Many women at the start of their fertility journey wonder, “Is IVF painful?” It’s a natural question to ask, particularly considering that the most common things associated with IVF are those dreadful needles!
Whether you are in the early research stages of IVF or about to begin your first cycle, you may wonder, “Does IVF hurt?” You wouldn’t be the first to ask this question. In fact, as someone who has done it twice, I am willing to bet that most women who have undergone the process at least wondered the exact same thing before they started. As a two-time IVF mama, someone who has ACTUALLY gone through the process, I’m hoping to shed some light on this question.
If you’re in the preliminary IVF research phase, I recommend starting with Questions to Ask Your Fertility Doctor at Your Consultation. If you’re in the early days of hormone injections in your IVF cycle, be sure to check out Fertility Tips: How to Improve Egg Quality for IVF, What to Expect on IVF Egg Retrieval Day, 9 Tips for Easier PIO Shots in IVF and IVF Egg Retrieval Recovery Essentials, as your retrieval will come before your embryo transfer, whether you are doing fresh or frozen!
What is IVF?
In short, In Vitro Fertilization (IVF) is a type of assisted reproductive technology used to help couples struggling with infertility to conceive a child.
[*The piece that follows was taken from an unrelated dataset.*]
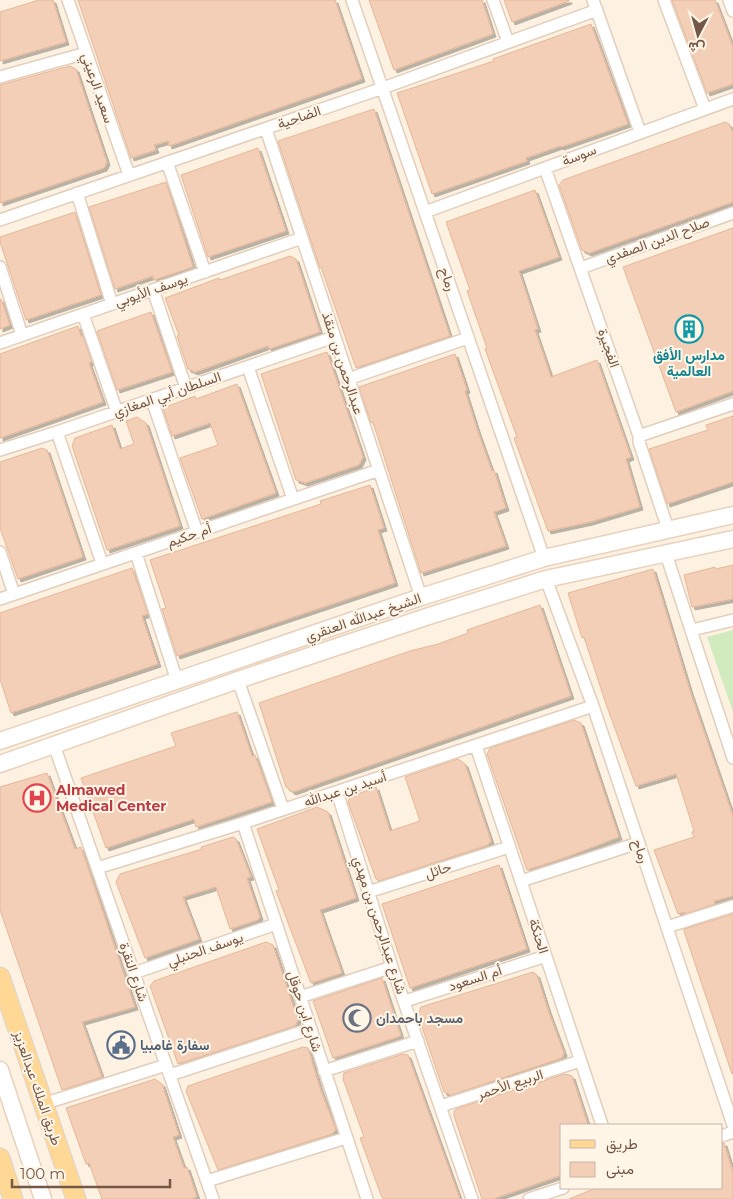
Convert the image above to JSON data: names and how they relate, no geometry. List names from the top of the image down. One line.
{"streets":{"main road":["طريق الملك عبدالعزيز"],"street":["سعيد الرعيني","الضاحية","سوسة","صلاح الدين الصفدي","رماح","يوسف الأيوبي","الفجيرة","عبدالرحمن بن منقذ","السلطان أبي المغازي","أم حكيم","الشيخ عبدالله العنقري","أسيد بن عبدالله","حائل","شارع عبدالرحمن بن مهدي","الحنكة","يوسف الحنبلي","شارع النقرة","أم السعود","شارع ابن حوقل","الربيع الأحمر"]},"crossings":[["سعيد الرعيني","الضاحية"],["الضاحية","رماح"],["الضاحية","عبدالرحمن بن منقذ"],["سوسة","رماح"],["سوسة","الفجيرة"],["صلاح الدين الصفدي","الفجيرة"],["رماح","الشيخ عبدالله العنقري"],["رماح","أسيد بن عبدالله"],["يوسف الأيوبي","عبدالرحمن بن منقذ"],["الفجيرة","الشيخ عبدالله العنقري"],["عبدالرحمن بن منقذ","السلطان أبي المغازي"],["عبدالرحمن بن منقذ","أم حكيم"],["عبدالرحمن بن منقذ","الشيخ عبدالله العنقري"],["الشيخ عبدالله العنقري","شارع النقرة"],["أسيد بن عبدالله","شارع عبدالرحمن بن مهدي"],["أسيد بن عبدالله","الحنكة"],["أسيد بن عبدالله","شارع النقرة"],["أسيد بن عبدالله","شارع ابن حوقل"],["حائل","شارع عبدالرحمن بن مهدي"],["حائل","الحنكة"],["شارع عبدالرحمن بن مهدي","أم السعود"],["شارع عبدالرحمن بن مهدي","الربيع الأحمر"],["الحنكة","أم السعود"],["الحنكة","الربيع الأحمر"],["يوسف الحنبلي","شارع النقرة"],["يوسف الحنبلي","شارع ابن حوقل"]],"places":{"building":["مدارس الأفق العالمية"],"hospital":["Almawed Medical Center"],"mosque":["مسجد باحمدان"],"public building":["سفارة غامبيا"]},"legend":["طريق","مبنى"],"scale_bar":"100 m","north":"bottom"}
In IVF, eggs are retrieved from a woman’s ovaries after being stimulated with hormones, and then fertilized with sperm in a lab dish. Any healthy embryos that result from this process are then transferred back into the woman’s uterus in hopes of implantation and pregnancy.
Is IVF Painful?
IVF is not painful, per se, but it can cause some level of discomfort. Levels of pain or discomfort experienced can vary among individuals. It’s important to remember that each person’s response to IVF will be different. What one may consider to be painful or uncomfortable may not be to someone else. We all have varying tolerance levels.
During the initial stages of IVF, the ovarian stimulation phase, women may experience some discomfort but shouldn’t feel concerning levels of pain. This phase involves taking fertility medications to stimulate the ovaries to produce multiple eggs. These medications are delivered via daily injections, which can be uncomfortable, particularly if you have to take progesterone in oil shots after your embryo transfer (if this is you, here are some tips for easier PIO injections). This is because PIO shots are done in your backside instead of your abdomen, and with a much larger needle than your initial round of stims. Additionally, some side effects of injections may include some bloating, mild cramping, and breast tenderness.
Your egg retrieval will likely cause the most discomfort in the whole process, but it is temporary, with recovery only lasting a few days. The egg retrieval process is done under sedation, during which a thin needle is inserted through the vaginal wall to extract eggs from the ovaries. Some women may experience cramping or spotting over the following days, while others may feel back to normal right away!
Personally, I didn’t feel like myself for a few days following my egg retrieval. If you are concerned about the days following your procedure, here are some egg retrieval recovery essentials to help you out!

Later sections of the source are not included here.